- Task requirements
Which lines below contain the word "Oakview"? Copy each one.

- Records supplied

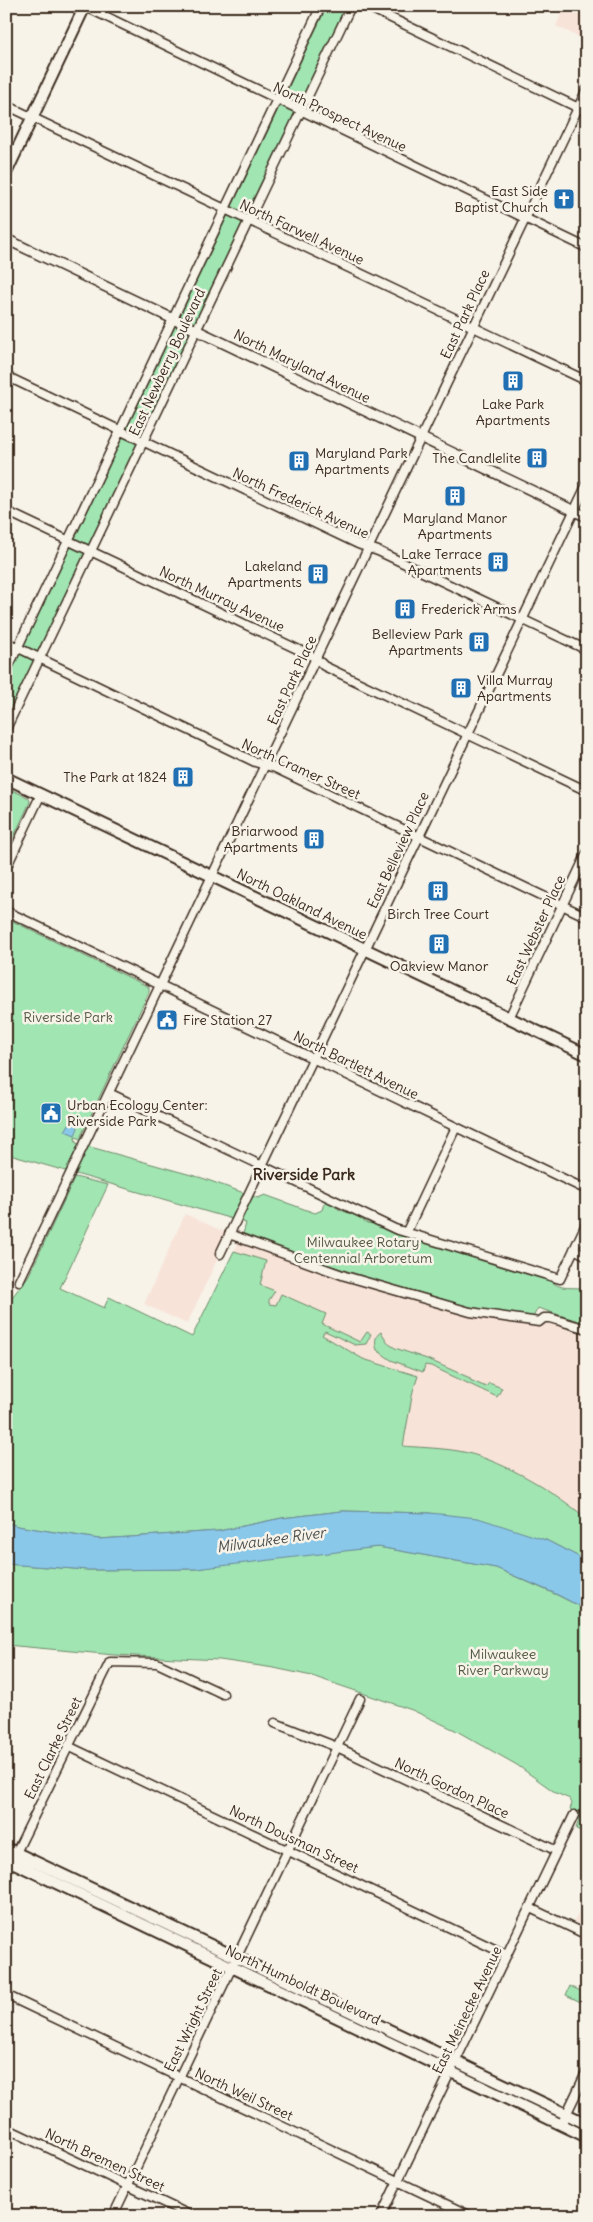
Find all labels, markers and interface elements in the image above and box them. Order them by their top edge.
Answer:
street label: North Prospect Avenue [270,78,410,156]
place label: East Side Baptist Church [454,182,548,216]
church icon: East Side Baptist Church [552,187,576,211]
street label: North Farwell Avenue [237,195,367,269]
street label: East Park Place [436,266,494,362]
street label: East Newberry Boulevard [125,285,209,439]
street label: North Maryland Avenue [231,325,373,407]
building icon: Lake Park Apartments [501,369,525,393]
place label: Lake Park Apartments [476,395,550,429]
place label: Maryland Park Apartments [315,444,408,478]
building icon: The Candlelite [525,446,549,470]
building icon: Maryland Park Apartments [287,449,311,473]
place label: The Candlelite [432,449,521,467]
street label: North Frederick Avenue [230,463,372,543]
building icon: Maryland Manor Apartments [443,484,467,508]
place label: Maryland Manor Apartments [403,509,508,543]
place label: Lake Terrace Apartments [401,545,482,579]
building icon: Lake Terrace Apartments [486,550,510,574]
place label: Lakeland Apartments [228,557,302,591]
street label: North Murray Avenue [157,562,287,636]
building icon: Lakeland Apartments [306,562,330,586]
building icon: Frederick Arms [393,597,417,621]
place label: Frederick Arms [421,600,517,618]
place label: Belleview Park Apartments [372,625,463,659]
building icon: Belleview Park Apartments [467,630,491,654]
street label: East Park Place [263,632,321,728]
place label: Villa Murray Apartments [477,671,553,705]
building icon: Villa Murray Apartments [449,676,473,700]
street label: North Cramer Street [239,735,363,803]
building icon: The Park at 1824 [171,765,195,789]
place label: The Park at 1824 [63,768,167,786]
street label: East Belleview Place [363,789,433,911]
place label: Briarwood Apartments [224,822,298,856]
building icon: Briarwood Apartments [302,827,326,851]
street label: North Oakland Avenue [234,865,370,943]
street label: East Webster Place [503,872,569,988]
building icon: Birch Tree Court [426,879,450,903]
place label: Birch Tree Court [387,905,489,923]
building icon: Oakview Manor [427,932,451,956]
place label: Oakview Manor [390,957,489,975]
park label: Riverside Park [23,1008,113,1026]
public building icon: Fire Station 27 [155,1008,179,1032]
place label: Fire Station 27 [183,1011,272,1029]
street label: North Bartlett Avenue [290,1027,422,1103]
place label: Urban Ecology Center: Riverside Park [67,1096,208,1130]
public building icon: Urban Ecology Center: Riverside Park [39,1101,63,1125]
district label: Riverside Park [253,1164,355,1184]
park label: Milwaukee Rotary Centennial Arboretum [294,1233,432,1267]
water label: Milwaukee River [215,1522,328,1557]
park label: Milwaukee River Parkway [457,1645,549,1679]
street label: East Clarke Street [20,1694,86,1802]
street label: North Gordon Place [392,1754,512,1822]
street label: North Dousman Street [226,1801,362,1877]
street label: North Humboldt Boulevard [223,1941,383,2029]
street label: East Meinecke Avenue [428,1943,506,2077]
street label: East Wright Street [160,1965,226,2075]
street label: North Weil Street [192,2063,296,2125]
street label: North Bremen Street [42,2124,168,2196]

- Task result
building icon: Oakview Manor [427,932,451,956]
place label: Oakview Manor [390,957,489,975]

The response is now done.